In your answer, print every record exactly as it is written.
_ _ _
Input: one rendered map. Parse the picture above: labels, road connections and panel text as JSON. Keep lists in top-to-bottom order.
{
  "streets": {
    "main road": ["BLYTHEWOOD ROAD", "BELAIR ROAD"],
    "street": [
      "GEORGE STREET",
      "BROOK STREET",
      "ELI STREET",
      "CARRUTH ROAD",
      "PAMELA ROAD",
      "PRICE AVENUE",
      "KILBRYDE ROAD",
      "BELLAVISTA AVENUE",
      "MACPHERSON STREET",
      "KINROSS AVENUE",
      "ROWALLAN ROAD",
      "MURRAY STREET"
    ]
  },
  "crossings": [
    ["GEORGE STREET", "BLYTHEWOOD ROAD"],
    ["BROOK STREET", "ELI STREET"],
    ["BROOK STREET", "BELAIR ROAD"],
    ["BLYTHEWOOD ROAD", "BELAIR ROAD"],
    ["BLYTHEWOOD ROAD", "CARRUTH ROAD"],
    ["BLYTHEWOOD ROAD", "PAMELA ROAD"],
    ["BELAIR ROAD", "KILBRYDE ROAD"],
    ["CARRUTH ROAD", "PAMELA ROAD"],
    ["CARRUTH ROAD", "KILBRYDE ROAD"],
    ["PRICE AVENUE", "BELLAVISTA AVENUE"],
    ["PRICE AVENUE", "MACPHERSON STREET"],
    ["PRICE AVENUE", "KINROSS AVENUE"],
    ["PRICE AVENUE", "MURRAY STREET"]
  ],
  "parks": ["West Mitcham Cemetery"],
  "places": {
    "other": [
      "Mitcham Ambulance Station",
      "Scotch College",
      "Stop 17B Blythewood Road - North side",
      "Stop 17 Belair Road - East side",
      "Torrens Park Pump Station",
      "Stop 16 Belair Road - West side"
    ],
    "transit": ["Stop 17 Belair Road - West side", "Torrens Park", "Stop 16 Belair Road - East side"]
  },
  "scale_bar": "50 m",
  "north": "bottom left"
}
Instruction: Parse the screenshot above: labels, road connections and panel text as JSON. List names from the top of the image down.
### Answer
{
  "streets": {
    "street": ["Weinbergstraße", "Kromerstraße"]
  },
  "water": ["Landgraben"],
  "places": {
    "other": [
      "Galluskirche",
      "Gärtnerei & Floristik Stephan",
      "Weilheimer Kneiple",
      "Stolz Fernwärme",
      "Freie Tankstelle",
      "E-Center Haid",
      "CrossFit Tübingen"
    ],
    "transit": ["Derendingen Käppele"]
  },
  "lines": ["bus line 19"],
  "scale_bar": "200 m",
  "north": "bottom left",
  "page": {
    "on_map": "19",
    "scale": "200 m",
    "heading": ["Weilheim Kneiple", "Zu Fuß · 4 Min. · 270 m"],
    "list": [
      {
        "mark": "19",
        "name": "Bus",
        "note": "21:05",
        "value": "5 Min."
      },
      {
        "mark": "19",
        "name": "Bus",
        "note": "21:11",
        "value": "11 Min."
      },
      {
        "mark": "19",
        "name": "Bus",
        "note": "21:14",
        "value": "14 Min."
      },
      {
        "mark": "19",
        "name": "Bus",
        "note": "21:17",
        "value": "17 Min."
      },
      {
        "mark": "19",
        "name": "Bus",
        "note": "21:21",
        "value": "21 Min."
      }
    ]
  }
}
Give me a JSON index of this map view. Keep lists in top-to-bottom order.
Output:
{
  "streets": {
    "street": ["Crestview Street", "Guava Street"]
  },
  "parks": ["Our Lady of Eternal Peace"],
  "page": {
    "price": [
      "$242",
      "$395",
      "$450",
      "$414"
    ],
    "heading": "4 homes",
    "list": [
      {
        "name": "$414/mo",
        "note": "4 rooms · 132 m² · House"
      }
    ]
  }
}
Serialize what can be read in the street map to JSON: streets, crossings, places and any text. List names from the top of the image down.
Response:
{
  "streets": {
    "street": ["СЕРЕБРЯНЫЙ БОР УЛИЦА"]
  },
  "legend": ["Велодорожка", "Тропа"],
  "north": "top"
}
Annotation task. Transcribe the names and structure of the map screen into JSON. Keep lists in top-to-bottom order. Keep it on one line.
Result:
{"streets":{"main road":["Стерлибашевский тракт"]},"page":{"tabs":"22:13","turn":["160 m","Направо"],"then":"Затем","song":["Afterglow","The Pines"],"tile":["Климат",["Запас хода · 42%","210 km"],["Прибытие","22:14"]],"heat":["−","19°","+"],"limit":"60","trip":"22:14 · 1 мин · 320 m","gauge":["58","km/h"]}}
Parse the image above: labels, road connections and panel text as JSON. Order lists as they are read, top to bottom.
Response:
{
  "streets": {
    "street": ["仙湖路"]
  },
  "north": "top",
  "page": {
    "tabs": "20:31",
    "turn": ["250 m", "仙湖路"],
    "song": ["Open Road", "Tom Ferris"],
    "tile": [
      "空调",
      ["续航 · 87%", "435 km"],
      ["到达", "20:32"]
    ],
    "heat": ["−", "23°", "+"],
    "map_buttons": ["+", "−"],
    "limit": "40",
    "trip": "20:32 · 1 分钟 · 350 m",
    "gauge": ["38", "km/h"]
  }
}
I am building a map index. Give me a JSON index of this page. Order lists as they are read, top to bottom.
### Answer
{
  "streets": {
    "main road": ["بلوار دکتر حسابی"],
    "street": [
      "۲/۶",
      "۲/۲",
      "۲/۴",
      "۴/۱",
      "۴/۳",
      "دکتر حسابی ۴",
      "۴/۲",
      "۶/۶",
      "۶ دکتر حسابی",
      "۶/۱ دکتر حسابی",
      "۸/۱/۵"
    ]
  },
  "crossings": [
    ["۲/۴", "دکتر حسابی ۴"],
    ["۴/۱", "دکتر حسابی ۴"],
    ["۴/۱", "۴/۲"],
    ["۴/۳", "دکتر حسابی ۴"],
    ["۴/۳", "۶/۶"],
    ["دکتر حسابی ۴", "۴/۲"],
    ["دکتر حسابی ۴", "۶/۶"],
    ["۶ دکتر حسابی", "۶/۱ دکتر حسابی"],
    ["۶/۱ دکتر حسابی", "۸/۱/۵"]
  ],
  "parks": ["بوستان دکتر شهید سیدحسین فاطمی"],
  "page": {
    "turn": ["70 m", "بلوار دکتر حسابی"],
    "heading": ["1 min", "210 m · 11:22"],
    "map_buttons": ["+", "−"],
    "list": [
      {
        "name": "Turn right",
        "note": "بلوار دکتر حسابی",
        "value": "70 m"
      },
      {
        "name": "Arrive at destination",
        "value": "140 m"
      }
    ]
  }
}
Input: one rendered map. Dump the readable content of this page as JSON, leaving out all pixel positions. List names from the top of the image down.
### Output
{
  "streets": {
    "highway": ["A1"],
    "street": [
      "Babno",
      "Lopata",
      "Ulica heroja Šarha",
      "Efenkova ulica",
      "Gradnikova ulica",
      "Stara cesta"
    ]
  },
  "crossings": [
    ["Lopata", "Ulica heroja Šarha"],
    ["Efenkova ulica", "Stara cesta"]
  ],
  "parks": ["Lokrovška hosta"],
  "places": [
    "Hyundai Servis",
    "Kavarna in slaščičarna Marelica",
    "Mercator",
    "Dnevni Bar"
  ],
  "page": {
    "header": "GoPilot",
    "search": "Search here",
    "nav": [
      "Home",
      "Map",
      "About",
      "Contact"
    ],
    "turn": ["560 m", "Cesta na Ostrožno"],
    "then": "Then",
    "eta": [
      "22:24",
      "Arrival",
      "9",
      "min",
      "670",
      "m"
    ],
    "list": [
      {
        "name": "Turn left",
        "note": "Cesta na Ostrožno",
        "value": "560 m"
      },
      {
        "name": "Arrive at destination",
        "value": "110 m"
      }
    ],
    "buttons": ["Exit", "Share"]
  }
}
_ _ _
**Response to the task**
Input: one rendered map. Parse the picture above: labels, road connections and panel text as JSON. Keep lists in top-to-bottom order.
{
  "streets": {
    "main road": ["BLYTHEWOOD ROAD", "BELAIR ROAD"],
    "street": [
      "GEORGE STREET",
      "BROOK STREET",
      "ELI STREET",
      "CARRUTH ROAD",
      "PAMELA ROAD",
      "PRICE AVENUE",
      "KILBRYDE ROAD",
      "BELLAVISTA AVENUE",
      "MACPHERSON STREET",
      "KINROSS AVENUE",
      "ROWALLAN ROAD",
      "MURRAY STREET"
    ]
  },
  "crossings": [
    ["GEORGE STREET", "BLYTHEWOOD ROAD"],
    ["BROOK STREET", "ELI STREET"],
    ["BROOK STREET", "BELAIR ROAD"],
    ["BLYTHEWOOD ROAD", "BELAIR ROAD"],
    ["BLYTHEWOOD ROAD", "CARRUTH ROAD"],
    ["BLYTHEWOOD ROAD", "PAMELA ROAD"],
    ["BELAIR ROAD", "KILBRYDE ROAD"],
    ["CARRUTH ROAD", "PAMELA ROAD"],
    ["CARRUTH ROAD", "KILBRYDE ROAD"],
    ["PRICE AVENUE", "BELLAVISTA AVENUE"],
    ["PRICE AVENUE", "MACPHERSON STREET"],
    ["PRICE AVENUE", "KINROSS AVENUE"],
    ["PRICE AVENUE", "MURRAY STREET"]
  ],
  "parks": ["West Mitcham Cemetery"],
  "places": {
    "other": [
      "Mitcham Ambulance Station",
      "Scotch College",
      "Stop 17B Blythewood Road - North side",
      "Stop 17 Belair Road - East side",
      "Torrens Park Pump Station",
      "Stop 16 Belair Road - West side"
    ],
    "transit": ["Stop 17 Belair Road - West side", "Torrens Park", "Stop 16 Belair Road - East side"]
  },
  "scale_bar": "50 m",
  "north": "bottom left"
}
Instruction: Parse the screenshot above: labels, road connections and panel text as JSON. List names from the top of the image down.
### Answer
{
  "streets": {
    "street": ["Weinbergstraße", "Kromerstraße"]
  },
  "water": ["Landgraben"],
  "places": {
    "other": [
      "Galluskirche",
      "Gärtnerei & Floristik Stephan",
      "Weilheimer Kneiple",
      "Stolz Fernwärme",
      "Freie Tankstelle",
      "E-Center Haid",
      "CrossFit Tübingen"
    ],
    "transit": ["Derendingen Käppele"]
  },
  "lines": ["bus line 19"],
  "scale_bar": "200 m",
  "north": "bottom left",
  "page": {
    "on_map": "19",
    "scale": "200 m",
    "heading": ["Weilheim Kneiple", "Zu Fuß · 4 Min. · 270 m"],
    "list": [
      {
        "mark": "19",
        "name": "Bus",
        "note": "21:05",
        "value": "5 Min."
      },
      {
        "mark": "19",
        "name": "Bus",
        "note": "21:11",
        "value": "11 Min."
      },
      {
        "mark": "19",
        "name": "Bus",
        "note": "21:14",
        "value": "14 Min."
      },
      {
        "mark": "19",
        "name": "Bus",
        "note": "21:17",
        "value": "17 Min."
      },
      {
        "mark": "19",
        "name": "Bus",
        "note": "21:21",
        "value": "21 Min."
      }
    ]
  }
}
Give me a JSON index of this map view. Keep lists in top-to-bottom order.
Output:
{
  "streets": {
    "street": ["Crestview Street", "Guava Street"]
  },
  "parks": ["Our Lady of Eternal Peace"],
  "page": {
    "price": [
      "$242",
      "$395",
      "$450",
      "$414"
    ],
    "heading": "4 homes",
    "list": [
      {
        "name": "$414/mo",
        "note": "4 rooms · 132 m² · House"
      }
    ]
  }
}
Serialize what can be read in the street map to JSON: streets, crossings, places and any text. List names from the top of the image down.
Response:
{
  "streets": {
    "street": ["СЕРЕБРЯНЫЙ БОР УЛИЦА"]
  },
  "legend": ["Велодорожка", "Тропа"],
  "north": "top"
}
Annotation task. Transcribe the names and structure of the map screen into JSON. Keep lists in top-to-bottom order. Keep it on one line.
Result:
{"streets":{"main road":["Стерлибашевский тракт"]},"page":{"tabs":"22:13","turn":["160 m","Направо"],"then":"Затем","song":["Afterglow","The Pines"],"tile":["Климат",["Запас хода · 42%","210 km"],["Прибытие","22:14"]],"heat":["−","19°","+"],"limit":"60","trip":"22:14 · 1 мин · 320 m","gauge":["58","km/h"]}}
Parse the image above: labels, road connections and panel text as JSON. Order lists as they are read, top to bottom.
Response:
{
  "streets": {
    "street": ["仙湖路"]
  },
  "north": "top",
  "page": {
    "tabs": "20:31",
    "turn": ["250 m", "仙湖路"],
    "song": ["Open Road", "Tom Ferris"],
    "tile": [
      "空调",
      ["续航 · 87%", "435 km"],
      ["到达", "20:32"]
    ],
    "heat": ["−", "23°", "+"],
    "map_buttons": ["+", "−"],
    "limit": "40",
    "trip": "20:32 · 1 分钟 · 350 m",
    "gauge": ["38", "km/h"]
  }
}
I am building a map index. Give me a JSON index of this page. Order lists as they are read, top to bottom.
### Answer
{
  "streets": {
    "main road": ["بلوار دکتر حسابی"],
    "street": [
      "۲/۶",
      "۲/۲",
      "۲/۴",
      "۴/۱",
      "۴/۳",
      "دکتر حسابی ۴",
      "۴/۲",
      "۶/۶",
      "۶ دکتر حسابی",
      "۶/۱ دکتر حسابی",
      "۸/۱/۵"
    ]
  },
  "crossings": [
    ["۲/۴", "دکتر حسابی ۴"],
    ["۴/۱", "دکتر حسابی ۴"],
    ["۴/۱", "۴/۲"],
    ["۴/۳", "دکتر حسابی ۴"],
    ["۴/۳", "۶/۶"],
    ["دکتر حسابی ۴", "۴/۲"],
    ["دکتر حسابی ۴", "۶/۶"],
    ["۶ دکتر حسابی", "۶/۱ دکتر حسابی"],
    ["۶/۱ دکتر حسابی", "۸/۱/۵"]
  ],
  "parks": ["بوستان دکتر شهید سیدحسین فاطمی"],
  "page": {
    "turn": ["70 m", "بلوار دکتر حسابی"],
    "heading": ["1 min", "210 m · 11:22"],
    "map_buttons": ["+", "−"],
    "list": [
      {
        "name": "Turn right",
        "note": "بلوار دکتر حسابی",
        "value": "70 m"
      },
      {
        "name": "Arrive at destination",
        "value": "140 m"
      }
    ]
  }
}
Input: one rendered map. Dump the readable content of this page as JSON, leaving out all pixel positions. List names from the top of the image down.
### Output
{
  "streets": {
    "highway": ["A1"],
    "street": [
      "Babno",
      "Lopata",
      "Ulica heroja Šarha",
      "Efenkova ulica",
      "Gradnikova ulica",
      "Stara cesta"
    ]
  },
  "crossings": [
    ["Lopata", "Ulica heroja Šarha"],
    ["Efenkova ulica", "Stara cesta"]
  ],
  "parks": ["Lokrovška hosta"],
  "places": [
    "Hyundai Servis",
    "Kavarna in slaščičarna Marelica",
    "Mercator",
    "Dnevni Bar"
  ],
  "page": {
    "header": "GoPilot",
    "search": "Search here",
    "nav": [
      "Home",
      "Map",
      "About",
      "Contact"
    ],
    "turn": ["560 m", "Cesta na Ostrožno"],
    "then": "Then",
    "eta": [
      "22:24",
      "Arrival",
      "9",
      "min",
      "670",
      "m"
    ],
    "list": [
      {
        "name": "Turn left",
        "note": "Cesta na Ostrožno",
        "value": "560 m"
      },
      {
        "name": "Arrive at destination",
        "value": "110 m"
      }
    ],
    "buttons": ["Exit", "Share"]
  }
}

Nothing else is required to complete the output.